ソフトバンクグループが出資するオラ・エレクトリック・モビリティーのスクーターが、インドの巨大な二輪車市場で手頃な価格の新製品として高い需要を得ていた3年前、共同創業者で最高経営責任者(CEO)のバビッシュ・アガルワル氏は数週間にわたり英国に滞在していた。

同氏は英自動車産業の中心地コベントリーに研究開発拠点を設立。ジャガーやアストンマーティンのデザインを手がけた業界の大物らを高額で採用し、自社製電気自動車(EV)の開発を目指した。米EVメーカーのCEO、イーロン・マスク氏のようになることがアガルワル氏の夢だった。

しかし、そのEVはついに発売されなかった。オラ・エレクトリックは一方で、別の理由で注目を集めた。スクーターの発火や部品の故障といった事例がSNSに次々と投稿されたのだ。

アガルワル氏

製品の欠陥は過去3年にわたり続き、損失の拡大や規制当局による監視、そして市場シェアの低下を招いた。オラ・エレクトリックは、有名になったスタートアップ創業者が足元を固める前に飛び立とうとしたことで生じ得る問題への警鐘となっている。

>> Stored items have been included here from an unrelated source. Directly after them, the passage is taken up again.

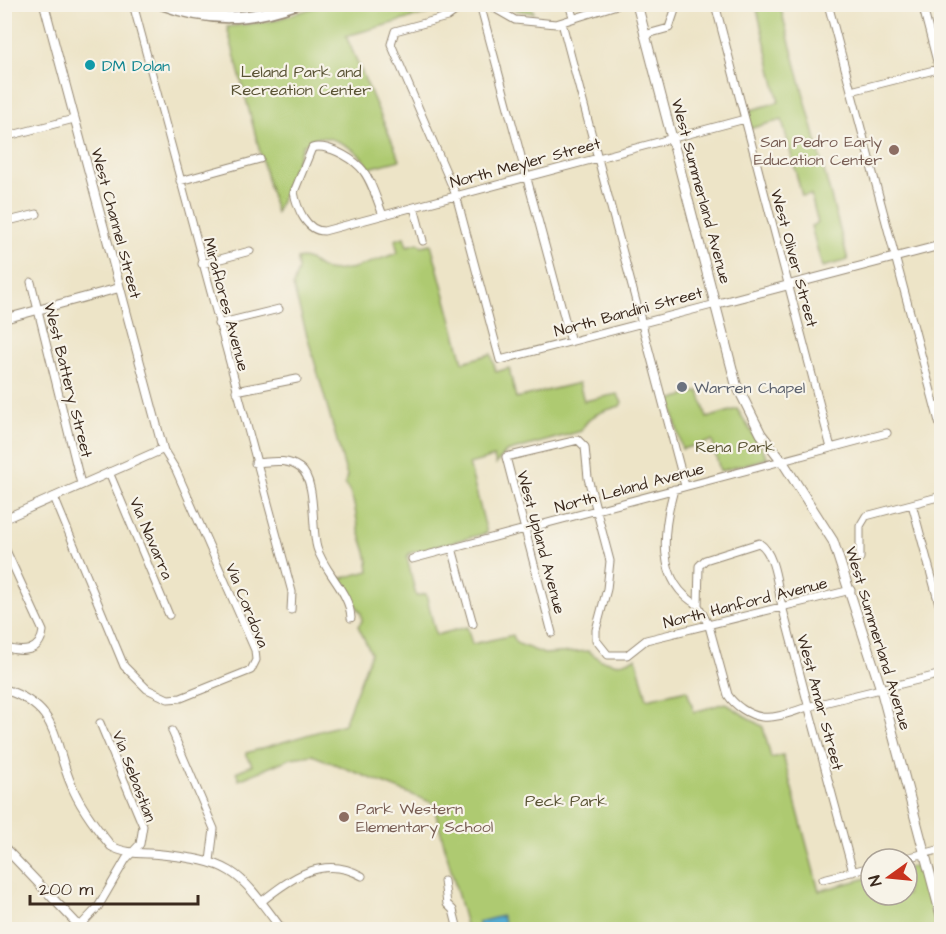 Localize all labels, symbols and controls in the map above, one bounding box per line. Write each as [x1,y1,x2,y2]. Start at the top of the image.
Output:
place label: DM Dolan [102,55,170,77]
marker: DM Dolan [83,58,97,72]
park label: Leland Park and Recreation Center [231,61,371,101]
street label: West Summerland Avenue [666,96,736,287]
place label: San Pedro Early Education Center [754,131,882,171]
street label: North Meyler Street [448,132,604,195]
marker: San Pedro Early Education Center [887,143,901,157]
street label: West Channel Street [85,146,147,301]
street label: West Oliver Street [765,187,823,330]
street label: Miraflores Avenue [198,235,255,374]
street label: North Bandini Street [552,281,706,342]
street label: West Battery Street [37,300,98,461]
place label: Warren Chapel [694,377,805,399]
marker: Warren Chapel [675,380,689,394]
park label: Rena Park [695,436,775,458]
street label: North Leland Avenue [552,457,707,518]
street label: West Upland Avenue [511,468,571,617]
street label: Via Navarra [124,494,178,583]
street label: West Summerland Avenue [840,544,917,733]
street label: Via Cordova [220,560,274,651]
street label: North Hanford Avenue [661,572,830,634]
street label: West Amar Street [791,632,849,773]
street label: Via Sebastian [107,728,162,825]
park label: Peck Park [525,790,607,812]
place label: Park Western Elementary School [356,798,493,839]
marker: Park Western Elementary School [337,810,351,824]
north arrow [859,847,919,907]
scale bar [30,868,198,906]
text: N [864,873,887,888]
text: 200 m [39,877,93,902] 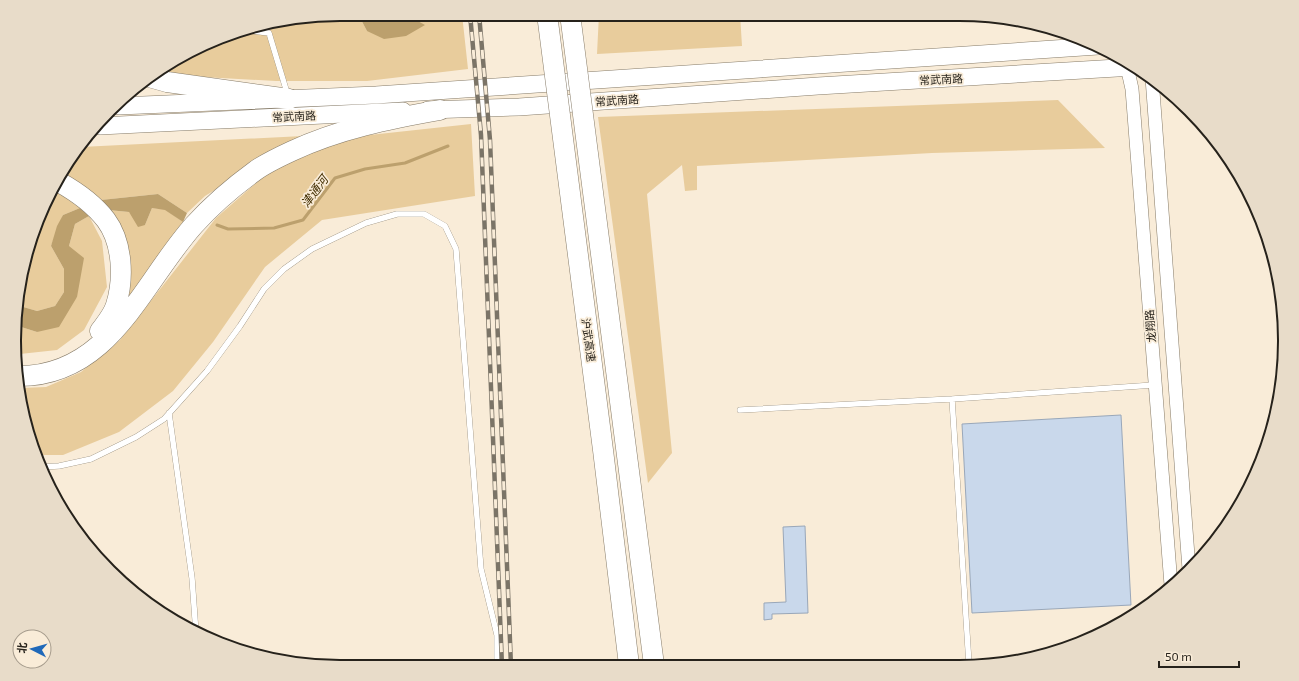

オラ・エレクトリックは2024年8月、華々しくムンバイ市場に上場。だが、それから1年を経ずして、25年のインド株式市場で最も低迷する銘柄の一つとなった。同社株は今年に入り約52%値下がりし、アガルワル氏(39)は危機対応に追われている。

 

投資ファンドのアドバントエッジを創業したクナル・カッター氏は「インドで事業を構築するには、忍耐と集中力、そして継続的な試行錯誤が必要だ。特に新たな市場カテゴリーを創出しようとする場合はなおさらだ」と指摘。「製品と市場が適合する前に過剰な資金が入ると、かえって悪影響を及ぼす恐れがある」と語った。

オラ・エレクトリックの担当者は電子メールでのコメント要請には応じないとしている。

苦境

オラ・エレクトリックの転落は、22年前半まで資金調達ブームに沸いていたインドの有力スタートアップ各社が直面する成長に伴う痛みを象徴している。

オンライン家庭教師アプリのバイジューズや電子薬局のファームイージー、ホテル予約サービスのオヨホテルズといった企業もブームに乗ったが、その後は評価額の急落や経営破綻に直面している。

バイジューズは訴訟や未払い給与、資金難に苦しみ、債務を抱えるファームイージーは評価額が約90%縮小。オヨホテルズの新規株式公開(IPO)は何度も延期され、EV専門タクシーのブルースマートは今年、営業を突然停止した。

オラ・エレクトリックが現在置かれている苦境は、インドのEV市場をターゲットとするぼんやりとした構想をアガルワル氏が描いていたころの楽観的な姿勢とは対照的だ。

ソフトバンクグループは6年前、オラ・エレクトリックに2億5000万ドル(現在の為替レートで約367億円)を出資。この時点で同社はまだ製品を一つも手がけていなかった。マトリックス・パートナーズ・インディアやタイガー・グローバル・マネジメントも初期の出資企業だった。

こうした当初の投資判断は、アガルワル氏が10年に共同創業した配車サービス、オラ・キャブスの成功に基づいていた。

オラ・エレクトリックの広告(ニューデリーの店舗で)

アガルワル氏は、22年までにEV100万台を展開し、年間1000万台の電動スクーターを製造する巨大工場を建設すると約束していた。ソフトバンクグループは、台湾のEVメーカー、睿能創意(ゴゴロ)への投資機会を逃した反省から、次の勝ち組に乗り遅れたくなかったと関係者は話している。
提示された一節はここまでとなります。